Authors Riley TR, Riley TT

Received 13 June 2019

Accepted for publication 6 August 2019

Published 30 August 2019 Volume 2019:10 Pages 307—311

DOI https://doi.org/10.2147/JBM.S191423

Checked for plagiarism Yes

Review by Single-blind

Peer reviewer comments 3

Editor who approved publication: Dr Martin Bluth


Tanya R Riley, Treavor T Riley

Wingate University School of Pharmacy, Hendersonville, NC 28739, USA

Correspondence: Tanya R Riley
Wingate University School of Pharmacy, 805 6th Avenue West; Suite 200, Hendersonville, NC 28739, USA
Tel +1 828 697 0615
Email ta.riley@wingate.edu

Abstract: Sickle cell disease (SCD) is one of the most common inherited blood disorders globally. It is a grouping of autosomal recessive genetic disorders identified by a genetic mutation that replaces glutamic acid with valine at the sixth amino acid on the hemoglobin β-globin chain. Millions of people around the world live with a severe genotype of SCD that is often associated with occlusion of the microvasculature resulting in episodes of severe pain and multiple organ system dysfunction. These episodes, commonly categorized as vaso-occlusive crises (VOC), are a distinctive clinical presentation of SCD which represents the majority of SCD morbidity and associated hospitalizations. Though the complete process by which these crises occur is complex and not fully outlined, evidence reveals this process to be multifactorial and heterocellular. For nearly two decades, hydroxyurea was the only FDA-approved therapy for SCD. Evidence to date shows that hydroxyurea treatment significantly reduces the rate of VOC, hospitalizations, and mortality.
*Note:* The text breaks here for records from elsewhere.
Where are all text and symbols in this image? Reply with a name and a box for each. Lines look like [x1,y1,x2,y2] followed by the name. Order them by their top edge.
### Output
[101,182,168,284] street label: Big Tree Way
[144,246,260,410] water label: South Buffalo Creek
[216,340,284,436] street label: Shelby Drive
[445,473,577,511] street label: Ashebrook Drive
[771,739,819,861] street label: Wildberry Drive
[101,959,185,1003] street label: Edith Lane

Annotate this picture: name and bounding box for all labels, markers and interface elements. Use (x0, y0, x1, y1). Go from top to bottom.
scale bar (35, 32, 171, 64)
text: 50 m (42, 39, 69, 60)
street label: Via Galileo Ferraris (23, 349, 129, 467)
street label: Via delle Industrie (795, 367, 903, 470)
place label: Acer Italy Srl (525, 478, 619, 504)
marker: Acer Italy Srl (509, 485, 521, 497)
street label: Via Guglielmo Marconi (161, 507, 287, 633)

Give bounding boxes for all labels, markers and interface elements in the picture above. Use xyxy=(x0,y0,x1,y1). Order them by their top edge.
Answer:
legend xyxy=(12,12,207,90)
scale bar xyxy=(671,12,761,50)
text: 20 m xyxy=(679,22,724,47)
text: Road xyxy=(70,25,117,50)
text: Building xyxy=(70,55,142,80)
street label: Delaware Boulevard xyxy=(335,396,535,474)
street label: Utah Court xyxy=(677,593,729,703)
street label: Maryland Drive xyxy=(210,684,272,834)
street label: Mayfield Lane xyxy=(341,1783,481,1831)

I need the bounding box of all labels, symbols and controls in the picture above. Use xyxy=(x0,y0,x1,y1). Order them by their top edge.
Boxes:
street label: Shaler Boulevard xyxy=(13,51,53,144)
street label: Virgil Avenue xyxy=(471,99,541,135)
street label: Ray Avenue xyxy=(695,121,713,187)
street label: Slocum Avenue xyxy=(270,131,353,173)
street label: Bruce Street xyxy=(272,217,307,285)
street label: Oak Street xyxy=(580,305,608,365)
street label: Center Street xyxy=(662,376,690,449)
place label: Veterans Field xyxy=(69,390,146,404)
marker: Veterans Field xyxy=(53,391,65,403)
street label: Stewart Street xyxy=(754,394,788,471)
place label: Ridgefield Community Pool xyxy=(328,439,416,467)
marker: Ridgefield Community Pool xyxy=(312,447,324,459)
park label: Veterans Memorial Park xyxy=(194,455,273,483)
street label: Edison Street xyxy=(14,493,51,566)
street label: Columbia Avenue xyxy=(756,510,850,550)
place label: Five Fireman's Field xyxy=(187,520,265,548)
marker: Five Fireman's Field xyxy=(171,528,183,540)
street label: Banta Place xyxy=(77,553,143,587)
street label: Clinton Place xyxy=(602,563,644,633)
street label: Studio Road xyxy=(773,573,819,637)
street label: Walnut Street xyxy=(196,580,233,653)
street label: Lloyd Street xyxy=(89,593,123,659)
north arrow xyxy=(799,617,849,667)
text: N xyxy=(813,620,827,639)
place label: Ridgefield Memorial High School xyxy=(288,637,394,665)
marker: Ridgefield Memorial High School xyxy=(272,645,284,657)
Despite these benefits, adherence remains problematic due to a variety of adverse effects and interpatient variability connected with hydroxyurea therapy. Crizanlizumab, an adhesion inhibitor of sickled red blood cells, was recently granted breakthrough therapy designation. Results of a phase 2 study have reported a successful reduction in annual rates of vaso-occlusive crisis with a favorable safety profile. This paper reviews the available literature concerning crizanlizumab use in patients with SCD.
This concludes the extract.